I see you went with the straight, in a row design which was what I initially was going for. This will take up less room of the prop overall but feel free to experiment with the location of your eyebolts, particularly if your motor starts to struggle at lower RPM.

keep us posted on your progress


----------



## Doc-Dead-Inside (Aug 12, 2013)

Thank you gentlemen! I will keep you posted on my progress.


----------



## BillyVanpire (Apr 22, 2015)

there should be a few wires on the wiper motor, 
hi speed, low speed & park.

Have you tried the low speed, or maybe just a 5v wall adapter?


----------



## Doc-Dead-Inside (Aug 12, 2013)

The low speed is still 15rpm. I also tried a couple different lower voltage wall plugs, and the motor seemed to stutter rather than slow down.


----------



## Slanks (Feb 21, 2009)

I use PWM's to control the speed of a wiper motor when I am using a 12V power supply. They can be cheaply sourced on ebay - http://www.ebay.com/itm/6PCS-12V-40...e=STRK:MEBIDX:IT&_trksid=p2060353.m2749.l2649

Otherwise, I use 5V - 5A power supply for slower movement.

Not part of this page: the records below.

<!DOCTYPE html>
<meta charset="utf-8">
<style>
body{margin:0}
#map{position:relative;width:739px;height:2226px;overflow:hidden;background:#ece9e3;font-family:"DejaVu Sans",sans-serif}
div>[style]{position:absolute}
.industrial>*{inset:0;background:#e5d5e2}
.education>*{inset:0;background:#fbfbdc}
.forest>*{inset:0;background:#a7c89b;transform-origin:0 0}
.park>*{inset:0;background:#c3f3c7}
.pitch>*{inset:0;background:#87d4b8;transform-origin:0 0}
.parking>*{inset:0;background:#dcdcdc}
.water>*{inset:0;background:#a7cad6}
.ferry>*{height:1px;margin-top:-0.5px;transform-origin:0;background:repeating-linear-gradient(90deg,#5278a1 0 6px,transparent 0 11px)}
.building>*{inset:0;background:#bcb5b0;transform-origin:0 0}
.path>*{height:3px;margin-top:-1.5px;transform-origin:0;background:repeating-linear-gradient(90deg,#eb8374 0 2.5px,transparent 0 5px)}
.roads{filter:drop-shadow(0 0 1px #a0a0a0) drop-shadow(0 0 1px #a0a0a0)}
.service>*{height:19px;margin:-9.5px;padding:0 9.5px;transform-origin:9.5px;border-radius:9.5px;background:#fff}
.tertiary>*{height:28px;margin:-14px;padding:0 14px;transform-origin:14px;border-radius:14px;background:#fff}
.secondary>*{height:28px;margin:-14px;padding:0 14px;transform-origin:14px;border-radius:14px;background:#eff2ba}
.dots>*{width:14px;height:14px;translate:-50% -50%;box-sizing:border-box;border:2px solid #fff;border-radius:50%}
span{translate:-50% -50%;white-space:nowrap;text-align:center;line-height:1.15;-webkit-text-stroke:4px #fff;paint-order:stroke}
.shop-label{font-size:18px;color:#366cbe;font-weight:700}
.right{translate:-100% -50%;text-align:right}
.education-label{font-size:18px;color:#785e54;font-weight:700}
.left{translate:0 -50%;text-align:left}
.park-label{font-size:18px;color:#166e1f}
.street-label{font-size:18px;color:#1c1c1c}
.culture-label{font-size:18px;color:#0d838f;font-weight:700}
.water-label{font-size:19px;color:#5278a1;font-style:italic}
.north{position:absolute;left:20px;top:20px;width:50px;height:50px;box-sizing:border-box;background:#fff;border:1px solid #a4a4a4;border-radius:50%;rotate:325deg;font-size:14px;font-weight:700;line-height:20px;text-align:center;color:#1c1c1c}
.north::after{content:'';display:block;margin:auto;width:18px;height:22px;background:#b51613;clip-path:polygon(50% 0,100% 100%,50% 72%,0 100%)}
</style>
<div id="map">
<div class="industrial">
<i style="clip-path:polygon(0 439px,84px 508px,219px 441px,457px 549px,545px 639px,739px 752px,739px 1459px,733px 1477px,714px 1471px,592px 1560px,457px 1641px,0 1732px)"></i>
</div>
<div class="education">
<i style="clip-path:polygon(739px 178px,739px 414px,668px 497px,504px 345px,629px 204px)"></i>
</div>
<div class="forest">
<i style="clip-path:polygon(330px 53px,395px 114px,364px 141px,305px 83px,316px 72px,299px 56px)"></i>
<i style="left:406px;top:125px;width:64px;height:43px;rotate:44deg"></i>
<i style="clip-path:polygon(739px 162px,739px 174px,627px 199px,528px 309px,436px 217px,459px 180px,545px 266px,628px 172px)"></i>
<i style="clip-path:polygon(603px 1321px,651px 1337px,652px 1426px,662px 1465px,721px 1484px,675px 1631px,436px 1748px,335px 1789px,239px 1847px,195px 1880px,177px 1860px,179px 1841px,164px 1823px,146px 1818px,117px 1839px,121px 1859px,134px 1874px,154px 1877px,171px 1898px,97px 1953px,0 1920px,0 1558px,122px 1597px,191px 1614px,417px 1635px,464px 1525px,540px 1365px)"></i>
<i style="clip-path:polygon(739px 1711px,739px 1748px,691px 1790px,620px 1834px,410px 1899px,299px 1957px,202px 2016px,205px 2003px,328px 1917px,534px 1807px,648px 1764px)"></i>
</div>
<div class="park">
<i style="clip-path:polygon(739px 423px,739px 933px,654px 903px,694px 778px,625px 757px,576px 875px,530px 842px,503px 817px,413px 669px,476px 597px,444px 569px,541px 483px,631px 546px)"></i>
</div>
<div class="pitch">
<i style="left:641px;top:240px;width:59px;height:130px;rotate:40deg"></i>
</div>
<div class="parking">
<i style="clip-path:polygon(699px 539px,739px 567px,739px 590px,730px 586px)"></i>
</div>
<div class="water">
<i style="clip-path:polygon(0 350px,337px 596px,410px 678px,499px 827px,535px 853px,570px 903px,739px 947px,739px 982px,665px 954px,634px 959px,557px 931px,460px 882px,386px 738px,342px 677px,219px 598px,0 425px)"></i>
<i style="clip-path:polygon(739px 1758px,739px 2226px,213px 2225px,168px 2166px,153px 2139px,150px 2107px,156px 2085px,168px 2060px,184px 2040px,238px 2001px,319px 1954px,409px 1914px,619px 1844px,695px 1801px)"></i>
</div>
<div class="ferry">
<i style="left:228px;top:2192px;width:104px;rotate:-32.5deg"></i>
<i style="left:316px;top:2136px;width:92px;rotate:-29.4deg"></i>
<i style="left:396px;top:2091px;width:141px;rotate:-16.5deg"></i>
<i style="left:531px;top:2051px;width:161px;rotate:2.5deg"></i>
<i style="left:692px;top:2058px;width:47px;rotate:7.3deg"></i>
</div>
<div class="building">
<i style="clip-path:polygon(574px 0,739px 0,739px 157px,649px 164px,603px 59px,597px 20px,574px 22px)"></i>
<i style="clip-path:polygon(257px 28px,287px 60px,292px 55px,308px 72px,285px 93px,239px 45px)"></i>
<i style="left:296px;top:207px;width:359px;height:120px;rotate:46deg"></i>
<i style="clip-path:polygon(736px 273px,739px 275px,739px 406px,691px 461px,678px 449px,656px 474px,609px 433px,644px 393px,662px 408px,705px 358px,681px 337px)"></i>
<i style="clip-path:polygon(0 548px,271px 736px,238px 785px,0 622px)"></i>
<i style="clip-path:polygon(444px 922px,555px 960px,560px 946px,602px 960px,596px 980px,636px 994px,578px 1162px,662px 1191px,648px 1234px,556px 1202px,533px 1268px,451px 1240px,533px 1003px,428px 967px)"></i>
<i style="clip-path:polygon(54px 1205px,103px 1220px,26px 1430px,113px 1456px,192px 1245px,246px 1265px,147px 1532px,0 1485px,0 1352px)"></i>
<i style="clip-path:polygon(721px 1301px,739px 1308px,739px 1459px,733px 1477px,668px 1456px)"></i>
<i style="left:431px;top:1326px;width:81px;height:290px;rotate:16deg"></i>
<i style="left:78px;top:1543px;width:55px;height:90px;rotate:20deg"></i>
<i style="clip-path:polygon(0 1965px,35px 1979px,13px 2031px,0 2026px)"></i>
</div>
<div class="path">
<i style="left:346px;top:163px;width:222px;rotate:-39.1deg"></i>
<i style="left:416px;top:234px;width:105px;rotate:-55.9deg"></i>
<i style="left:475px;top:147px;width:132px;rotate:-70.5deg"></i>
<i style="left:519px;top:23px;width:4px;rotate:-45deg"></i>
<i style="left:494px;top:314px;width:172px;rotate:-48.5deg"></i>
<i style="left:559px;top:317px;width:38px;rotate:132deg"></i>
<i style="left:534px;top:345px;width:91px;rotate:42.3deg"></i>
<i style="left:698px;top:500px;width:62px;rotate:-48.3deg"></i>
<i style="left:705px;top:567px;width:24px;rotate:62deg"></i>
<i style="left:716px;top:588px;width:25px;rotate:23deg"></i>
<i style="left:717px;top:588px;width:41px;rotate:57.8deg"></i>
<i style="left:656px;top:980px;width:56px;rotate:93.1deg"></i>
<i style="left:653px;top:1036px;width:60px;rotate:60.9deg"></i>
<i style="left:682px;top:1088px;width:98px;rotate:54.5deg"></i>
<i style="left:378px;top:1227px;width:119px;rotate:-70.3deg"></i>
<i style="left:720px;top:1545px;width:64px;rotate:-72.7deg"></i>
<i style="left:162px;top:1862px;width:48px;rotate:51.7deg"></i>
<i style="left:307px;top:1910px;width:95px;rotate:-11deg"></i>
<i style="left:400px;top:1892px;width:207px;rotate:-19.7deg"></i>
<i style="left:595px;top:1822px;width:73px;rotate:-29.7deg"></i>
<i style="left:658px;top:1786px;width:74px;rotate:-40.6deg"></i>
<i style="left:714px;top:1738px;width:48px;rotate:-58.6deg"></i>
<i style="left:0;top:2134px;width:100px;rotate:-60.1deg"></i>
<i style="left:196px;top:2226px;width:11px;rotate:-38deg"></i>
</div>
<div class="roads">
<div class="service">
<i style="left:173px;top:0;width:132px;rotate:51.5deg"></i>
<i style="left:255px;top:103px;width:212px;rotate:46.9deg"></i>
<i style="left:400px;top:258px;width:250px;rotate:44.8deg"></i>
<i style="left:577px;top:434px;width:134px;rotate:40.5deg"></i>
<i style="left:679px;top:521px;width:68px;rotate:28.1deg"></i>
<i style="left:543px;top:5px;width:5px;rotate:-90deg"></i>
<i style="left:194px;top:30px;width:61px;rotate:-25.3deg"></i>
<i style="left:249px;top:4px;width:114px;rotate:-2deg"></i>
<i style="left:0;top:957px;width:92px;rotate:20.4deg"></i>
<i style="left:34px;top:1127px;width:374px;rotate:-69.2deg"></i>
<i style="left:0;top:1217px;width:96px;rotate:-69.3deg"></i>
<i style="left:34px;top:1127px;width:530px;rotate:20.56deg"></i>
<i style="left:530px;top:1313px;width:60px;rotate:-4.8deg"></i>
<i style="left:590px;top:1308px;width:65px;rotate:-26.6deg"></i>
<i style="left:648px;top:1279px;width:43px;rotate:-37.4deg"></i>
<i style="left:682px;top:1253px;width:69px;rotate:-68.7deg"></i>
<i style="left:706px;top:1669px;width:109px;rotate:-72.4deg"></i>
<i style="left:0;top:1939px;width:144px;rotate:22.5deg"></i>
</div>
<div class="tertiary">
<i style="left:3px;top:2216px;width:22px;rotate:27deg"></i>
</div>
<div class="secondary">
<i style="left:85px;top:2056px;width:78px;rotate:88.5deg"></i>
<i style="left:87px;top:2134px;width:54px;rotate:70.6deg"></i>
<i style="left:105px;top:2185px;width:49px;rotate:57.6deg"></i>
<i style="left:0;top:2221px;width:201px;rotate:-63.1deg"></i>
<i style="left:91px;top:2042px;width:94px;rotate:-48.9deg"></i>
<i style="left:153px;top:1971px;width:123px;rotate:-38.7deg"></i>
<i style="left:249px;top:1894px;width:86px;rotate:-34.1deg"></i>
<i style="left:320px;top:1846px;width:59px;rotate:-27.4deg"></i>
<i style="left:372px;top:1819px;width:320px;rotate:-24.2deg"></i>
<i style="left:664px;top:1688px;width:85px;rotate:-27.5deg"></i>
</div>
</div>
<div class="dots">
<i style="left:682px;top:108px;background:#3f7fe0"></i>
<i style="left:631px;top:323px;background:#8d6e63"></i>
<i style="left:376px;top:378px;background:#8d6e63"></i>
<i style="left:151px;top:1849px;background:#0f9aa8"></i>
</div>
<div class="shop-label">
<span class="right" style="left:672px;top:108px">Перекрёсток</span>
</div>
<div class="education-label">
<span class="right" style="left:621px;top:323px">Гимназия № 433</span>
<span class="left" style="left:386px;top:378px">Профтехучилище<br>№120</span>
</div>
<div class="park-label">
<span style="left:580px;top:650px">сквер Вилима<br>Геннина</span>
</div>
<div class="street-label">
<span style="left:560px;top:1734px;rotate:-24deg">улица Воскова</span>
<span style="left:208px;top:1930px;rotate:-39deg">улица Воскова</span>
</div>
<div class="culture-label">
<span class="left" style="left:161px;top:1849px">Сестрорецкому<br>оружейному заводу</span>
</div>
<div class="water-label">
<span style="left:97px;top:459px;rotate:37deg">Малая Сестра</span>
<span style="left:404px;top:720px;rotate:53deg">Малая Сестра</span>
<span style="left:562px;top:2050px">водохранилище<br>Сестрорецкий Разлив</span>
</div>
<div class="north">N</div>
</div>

You need at least 4 - 5 amps or you will experience stuttering or no movement.


----------



## David_AVD (Nov 9, 2012)

Just be aware that a PWM light dimmer is not suitable and will likely fail in this application.

You need a PWM motor speed controller which is built slightly differently (extra parts).

The ones linked to in the above post are the correct type.


----------



## hedg12 (Jul 6, 2008)

I've used these in the past. Just be sure to put a fuse in line ahead of the controller. The controller is rated for 8 amps, but I'd recommend a 5 amp fuse just to be safe. Your FCG shouldn't draw anywhere near that much current.


----------



## Doc-Dead-Inside (Aug 12, 2013)

Thank you guys for all the replys, and helpful pointers!!

I went with the Buck Converter, and it is working great. I'll get a video up either later today or tomorrow to show my progress.

I'm currently playing around with florescent colors to get the bones to glow as well. Debating on putting LEDs in the eyes.


----------



## Doc-Dead-Inside (Aug 12, 2013)

So here's my update video...

I'm diggin the orange glow of the skeleton so far. Thinking about rigging me up a rib cage too, and maybe LED's for the eyes. But thank you for the info on the stepdown. Works awesome!


----------



## djgra79 (Oct 11, 2015)

Looks great Doc, nice steady motion!


----------



## RowlandHarris (Sep 11, 2009)

For some reason, I didn't see the other responses and I can't see how to delete a post. So ignore this!


----------



## diamonddave_k (Nov 9, 2016)

Nice prop looks great!


----------



## greenjeep79 (Jul 18, 2018)

Wow that turned out great. I'm definitely going to try my own build, what a great idea. love the slow float movement


----------